We are already familiar with the concept of defensible space around buildings, but if you live near wildland, you simply need to accept a certain level of risk. Investing in roof sprinklers and fire-retardant gels is going to work a lot better (and cost everyone else less) than hacking up the very natural environment that is probably the reason you bought a house in such a location to begin with. Halsey suggests that citizen emergency response teams – a concept often brushed aside by authorities – are a great way to deal with spot fires while getting people involved in their own fire protection efforts.
When it comes to fires, Californians are generally adept at getting together to take care of a problem, but as climate and water supply change and the frequency of fires increases, a special effort is called for. Let’s not leave it up to someone else to engage in environmentally damaging fire suppression programs that in the long run do more harm than good.
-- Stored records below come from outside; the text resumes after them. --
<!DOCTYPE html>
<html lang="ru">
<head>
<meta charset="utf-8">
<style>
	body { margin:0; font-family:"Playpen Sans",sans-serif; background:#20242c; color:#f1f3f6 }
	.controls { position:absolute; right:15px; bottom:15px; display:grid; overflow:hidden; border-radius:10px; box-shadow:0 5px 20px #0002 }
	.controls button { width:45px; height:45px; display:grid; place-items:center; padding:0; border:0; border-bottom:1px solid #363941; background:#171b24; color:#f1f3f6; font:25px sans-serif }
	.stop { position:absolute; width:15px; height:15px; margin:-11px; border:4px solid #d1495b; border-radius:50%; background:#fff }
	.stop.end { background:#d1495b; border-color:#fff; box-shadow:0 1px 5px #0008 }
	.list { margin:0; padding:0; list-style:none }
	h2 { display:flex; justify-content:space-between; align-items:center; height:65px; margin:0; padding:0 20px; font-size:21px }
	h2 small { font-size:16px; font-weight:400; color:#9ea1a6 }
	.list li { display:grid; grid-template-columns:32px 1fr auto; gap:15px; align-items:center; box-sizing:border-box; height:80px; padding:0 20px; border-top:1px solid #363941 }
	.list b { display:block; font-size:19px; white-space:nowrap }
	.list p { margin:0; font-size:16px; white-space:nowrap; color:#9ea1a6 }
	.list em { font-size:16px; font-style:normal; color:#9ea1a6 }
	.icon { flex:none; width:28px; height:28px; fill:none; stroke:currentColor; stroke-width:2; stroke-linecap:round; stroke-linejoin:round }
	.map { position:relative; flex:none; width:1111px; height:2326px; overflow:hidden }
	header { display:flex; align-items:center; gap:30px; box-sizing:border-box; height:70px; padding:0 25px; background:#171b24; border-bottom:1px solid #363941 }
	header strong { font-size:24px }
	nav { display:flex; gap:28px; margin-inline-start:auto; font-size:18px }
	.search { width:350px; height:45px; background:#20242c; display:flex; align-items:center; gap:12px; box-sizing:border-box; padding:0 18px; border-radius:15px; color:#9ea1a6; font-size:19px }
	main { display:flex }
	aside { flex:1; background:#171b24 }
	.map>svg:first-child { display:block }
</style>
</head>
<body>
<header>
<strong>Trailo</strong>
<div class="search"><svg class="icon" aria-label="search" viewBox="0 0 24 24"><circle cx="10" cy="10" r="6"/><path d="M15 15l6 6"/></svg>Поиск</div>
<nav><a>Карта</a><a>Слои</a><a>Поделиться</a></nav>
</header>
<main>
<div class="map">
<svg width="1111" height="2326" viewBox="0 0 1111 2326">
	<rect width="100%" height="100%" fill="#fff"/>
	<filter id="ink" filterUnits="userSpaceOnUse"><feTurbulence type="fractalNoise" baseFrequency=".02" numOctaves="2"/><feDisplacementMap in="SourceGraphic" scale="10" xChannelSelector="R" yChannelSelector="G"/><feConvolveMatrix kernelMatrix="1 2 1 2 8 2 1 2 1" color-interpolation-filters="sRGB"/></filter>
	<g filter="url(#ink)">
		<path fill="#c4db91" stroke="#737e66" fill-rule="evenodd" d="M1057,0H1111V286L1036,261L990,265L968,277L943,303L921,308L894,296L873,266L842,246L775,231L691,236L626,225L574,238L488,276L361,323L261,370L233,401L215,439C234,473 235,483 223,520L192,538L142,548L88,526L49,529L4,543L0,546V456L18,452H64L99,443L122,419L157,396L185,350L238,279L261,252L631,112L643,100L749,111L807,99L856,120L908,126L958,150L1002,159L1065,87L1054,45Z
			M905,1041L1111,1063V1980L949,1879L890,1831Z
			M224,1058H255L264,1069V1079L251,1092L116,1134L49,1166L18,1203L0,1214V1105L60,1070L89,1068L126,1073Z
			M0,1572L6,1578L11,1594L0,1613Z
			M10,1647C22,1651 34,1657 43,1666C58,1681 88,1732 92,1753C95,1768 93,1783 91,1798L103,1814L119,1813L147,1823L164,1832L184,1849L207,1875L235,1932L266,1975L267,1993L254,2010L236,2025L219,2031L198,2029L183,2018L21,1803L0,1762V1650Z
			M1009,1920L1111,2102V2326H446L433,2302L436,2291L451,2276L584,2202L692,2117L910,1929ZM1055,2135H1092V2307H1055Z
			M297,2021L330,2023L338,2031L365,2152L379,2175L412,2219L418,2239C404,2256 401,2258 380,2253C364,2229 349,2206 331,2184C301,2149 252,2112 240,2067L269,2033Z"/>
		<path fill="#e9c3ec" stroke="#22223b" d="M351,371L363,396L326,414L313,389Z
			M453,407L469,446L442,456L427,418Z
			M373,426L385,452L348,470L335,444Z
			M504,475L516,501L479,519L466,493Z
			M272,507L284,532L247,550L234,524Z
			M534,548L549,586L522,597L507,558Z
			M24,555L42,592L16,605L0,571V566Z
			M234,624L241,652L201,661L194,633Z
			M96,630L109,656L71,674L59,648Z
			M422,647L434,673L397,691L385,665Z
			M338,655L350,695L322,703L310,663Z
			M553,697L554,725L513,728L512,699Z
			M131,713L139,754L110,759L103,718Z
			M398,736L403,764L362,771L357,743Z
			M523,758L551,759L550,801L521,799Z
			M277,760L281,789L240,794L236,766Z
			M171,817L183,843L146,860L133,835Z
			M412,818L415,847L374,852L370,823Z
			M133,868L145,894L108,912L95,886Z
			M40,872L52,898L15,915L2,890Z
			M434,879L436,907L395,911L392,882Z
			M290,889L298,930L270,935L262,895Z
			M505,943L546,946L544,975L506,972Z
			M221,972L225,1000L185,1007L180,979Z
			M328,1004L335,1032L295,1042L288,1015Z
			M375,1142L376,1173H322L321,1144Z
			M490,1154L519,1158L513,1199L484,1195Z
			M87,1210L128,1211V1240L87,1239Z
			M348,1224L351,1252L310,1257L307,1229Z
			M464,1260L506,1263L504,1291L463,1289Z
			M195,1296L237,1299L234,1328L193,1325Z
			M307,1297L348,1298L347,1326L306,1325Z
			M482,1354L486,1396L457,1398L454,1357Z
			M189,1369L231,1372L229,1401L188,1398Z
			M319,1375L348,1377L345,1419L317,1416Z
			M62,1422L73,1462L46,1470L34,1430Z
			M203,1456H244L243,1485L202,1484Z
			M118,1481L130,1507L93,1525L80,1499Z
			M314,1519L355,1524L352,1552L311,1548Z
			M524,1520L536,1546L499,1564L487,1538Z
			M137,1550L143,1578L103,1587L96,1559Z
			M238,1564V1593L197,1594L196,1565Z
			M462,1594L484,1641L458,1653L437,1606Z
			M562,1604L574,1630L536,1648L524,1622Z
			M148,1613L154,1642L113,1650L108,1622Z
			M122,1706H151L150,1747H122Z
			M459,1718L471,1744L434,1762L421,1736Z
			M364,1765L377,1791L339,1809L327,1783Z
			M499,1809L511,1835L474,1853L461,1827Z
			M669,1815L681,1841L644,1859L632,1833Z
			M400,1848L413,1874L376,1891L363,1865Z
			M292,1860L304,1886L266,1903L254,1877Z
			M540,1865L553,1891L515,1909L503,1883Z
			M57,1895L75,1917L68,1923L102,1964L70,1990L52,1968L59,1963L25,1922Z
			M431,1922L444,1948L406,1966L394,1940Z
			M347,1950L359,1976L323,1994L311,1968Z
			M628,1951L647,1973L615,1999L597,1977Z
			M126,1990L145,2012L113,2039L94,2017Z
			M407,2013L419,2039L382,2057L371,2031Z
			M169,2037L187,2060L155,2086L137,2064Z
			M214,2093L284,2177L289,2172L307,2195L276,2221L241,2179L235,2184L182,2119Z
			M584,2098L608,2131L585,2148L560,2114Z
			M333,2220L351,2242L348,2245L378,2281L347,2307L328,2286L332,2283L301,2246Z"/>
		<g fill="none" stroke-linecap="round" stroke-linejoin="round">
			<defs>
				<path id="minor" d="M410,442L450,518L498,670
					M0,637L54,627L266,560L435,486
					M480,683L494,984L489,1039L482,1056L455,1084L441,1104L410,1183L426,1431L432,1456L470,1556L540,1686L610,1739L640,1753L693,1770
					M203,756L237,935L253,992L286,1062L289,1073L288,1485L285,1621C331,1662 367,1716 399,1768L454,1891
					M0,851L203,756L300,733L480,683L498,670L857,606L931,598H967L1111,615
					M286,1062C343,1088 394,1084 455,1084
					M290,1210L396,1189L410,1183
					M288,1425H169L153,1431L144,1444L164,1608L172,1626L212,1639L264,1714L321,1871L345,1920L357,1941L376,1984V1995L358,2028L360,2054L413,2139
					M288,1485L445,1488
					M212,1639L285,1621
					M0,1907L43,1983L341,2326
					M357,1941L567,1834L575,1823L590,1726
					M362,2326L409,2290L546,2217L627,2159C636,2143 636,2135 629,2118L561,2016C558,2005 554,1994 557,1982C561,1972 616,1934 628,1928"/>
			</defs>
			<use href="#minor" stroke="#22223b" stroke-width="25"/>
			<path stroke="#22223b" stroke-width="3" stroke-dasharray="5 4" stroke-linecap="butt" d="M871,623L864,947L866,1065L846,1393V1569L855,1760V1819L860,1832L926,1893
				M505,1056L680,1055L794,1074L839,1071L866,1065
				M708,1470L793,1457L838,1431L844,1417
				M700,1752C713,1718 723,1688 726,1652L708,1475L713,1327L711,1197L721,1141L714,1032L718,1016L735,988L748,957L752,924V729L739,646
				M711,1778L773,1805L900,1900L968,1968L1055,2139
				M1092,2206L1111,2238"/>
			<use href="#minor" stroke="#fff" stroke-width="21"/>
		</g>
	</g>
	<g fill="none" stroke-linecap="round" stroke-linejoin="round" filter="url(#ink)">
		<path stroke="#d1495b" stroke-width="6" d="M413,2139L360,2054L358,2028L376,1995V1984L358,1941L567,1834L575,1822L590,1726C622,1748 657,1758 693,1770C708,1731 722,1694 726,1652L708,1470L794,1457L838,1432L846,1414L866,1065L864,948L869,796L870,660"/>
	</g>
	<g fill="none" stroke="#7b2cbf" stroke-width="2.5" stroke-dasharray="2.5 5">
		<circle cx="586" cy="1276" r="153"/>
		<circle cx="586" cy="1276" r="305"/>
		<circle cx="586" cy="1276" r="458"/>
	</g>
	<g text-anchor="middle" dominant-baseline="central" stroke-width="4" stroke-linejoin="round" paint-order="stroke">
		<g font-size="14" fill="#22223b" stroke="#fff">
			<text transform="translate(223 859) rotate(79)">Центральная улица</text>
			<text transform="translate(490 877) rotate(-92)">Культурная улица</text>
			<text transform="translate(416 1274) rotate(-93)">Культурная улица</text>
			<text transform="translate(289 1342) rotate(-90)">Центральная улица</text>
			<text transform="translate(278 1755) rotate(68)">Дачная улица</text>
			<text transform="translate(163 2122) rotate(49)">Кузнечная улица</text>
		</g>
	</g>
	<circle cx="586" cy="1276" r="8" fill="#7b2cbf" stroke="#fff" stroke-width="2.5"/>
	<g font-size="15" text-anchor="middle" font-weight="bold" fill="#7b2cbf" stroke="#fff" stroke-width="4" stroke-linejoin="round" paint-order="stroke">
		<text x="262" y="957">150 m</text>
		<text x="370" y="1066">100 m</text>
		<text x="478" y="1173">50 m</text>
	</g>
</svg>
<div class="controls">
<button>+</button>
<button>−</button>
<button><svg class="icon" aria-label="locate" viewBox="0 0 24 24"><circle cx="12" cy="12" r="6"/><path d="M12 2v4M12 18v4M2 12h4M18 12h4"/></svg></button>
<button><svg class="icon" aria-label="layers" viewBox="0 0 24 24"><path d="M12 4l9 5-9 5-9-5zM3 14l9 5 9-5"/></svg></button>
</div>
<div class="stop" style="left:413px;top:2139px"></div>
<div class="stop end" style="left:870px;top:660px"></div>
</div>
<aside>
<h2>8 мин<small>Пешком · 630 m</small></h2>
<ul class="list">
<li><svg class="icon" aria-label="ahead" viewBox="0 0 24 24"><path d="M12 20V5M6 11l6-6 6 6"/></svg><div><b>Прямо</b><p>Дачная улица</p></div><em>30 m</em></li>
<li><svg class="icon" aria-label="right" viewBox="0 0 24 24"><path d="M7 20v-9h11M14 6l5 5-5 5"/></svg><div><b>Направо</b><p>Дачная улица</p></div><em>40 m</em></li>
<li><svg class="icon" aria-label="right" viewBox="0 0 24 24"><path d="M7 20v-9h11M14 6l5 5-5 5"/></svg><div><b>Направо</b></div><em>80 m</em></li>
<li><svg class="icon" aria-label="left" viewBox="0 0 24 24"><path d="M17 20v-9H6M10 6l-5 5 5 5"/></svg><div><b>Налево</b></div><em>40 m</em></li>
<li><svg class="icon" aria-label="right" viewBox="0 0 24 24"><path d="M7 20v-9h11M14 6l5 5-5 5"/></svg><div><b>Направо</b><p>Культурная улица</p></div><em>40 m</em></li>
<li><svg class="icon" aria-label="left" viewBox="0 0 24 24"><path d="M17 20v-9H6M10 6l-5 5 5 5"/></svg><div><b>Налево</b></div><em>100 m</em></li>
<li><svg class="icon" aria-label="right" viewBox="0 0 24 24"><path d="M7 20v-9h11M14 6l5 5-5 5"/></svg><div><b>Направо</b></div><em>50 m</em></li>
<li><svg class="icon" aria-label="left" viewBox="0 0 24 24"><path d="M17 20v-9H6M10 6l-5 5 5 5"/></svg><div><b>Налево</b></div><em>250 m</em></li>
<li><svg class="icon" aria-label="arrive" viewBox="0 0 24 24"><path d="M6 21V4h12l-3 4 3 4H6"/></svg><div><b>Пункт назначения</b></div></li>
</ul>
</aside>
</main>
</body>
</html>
Assess your level of risk, get educated, and get on deck to help out.
Chaparral: A shrub endemic to California and north Baja California, Mexico, with variants existing in Mediterranean climates around the world.
Fuel breaks: A strip of land where vegetation and debris have been removed to prevent fire from crossing it.
Prescribed burn: Fire applied in a somewhat controlled manner in order to manage flammable vegetation.
Type conversion: The process by which a nonnative species replaces a native one, either by destroying or replacing it.
Defensible space: An area around a structure cleared of vegetation and flammable materials to slow the advance of wildfire.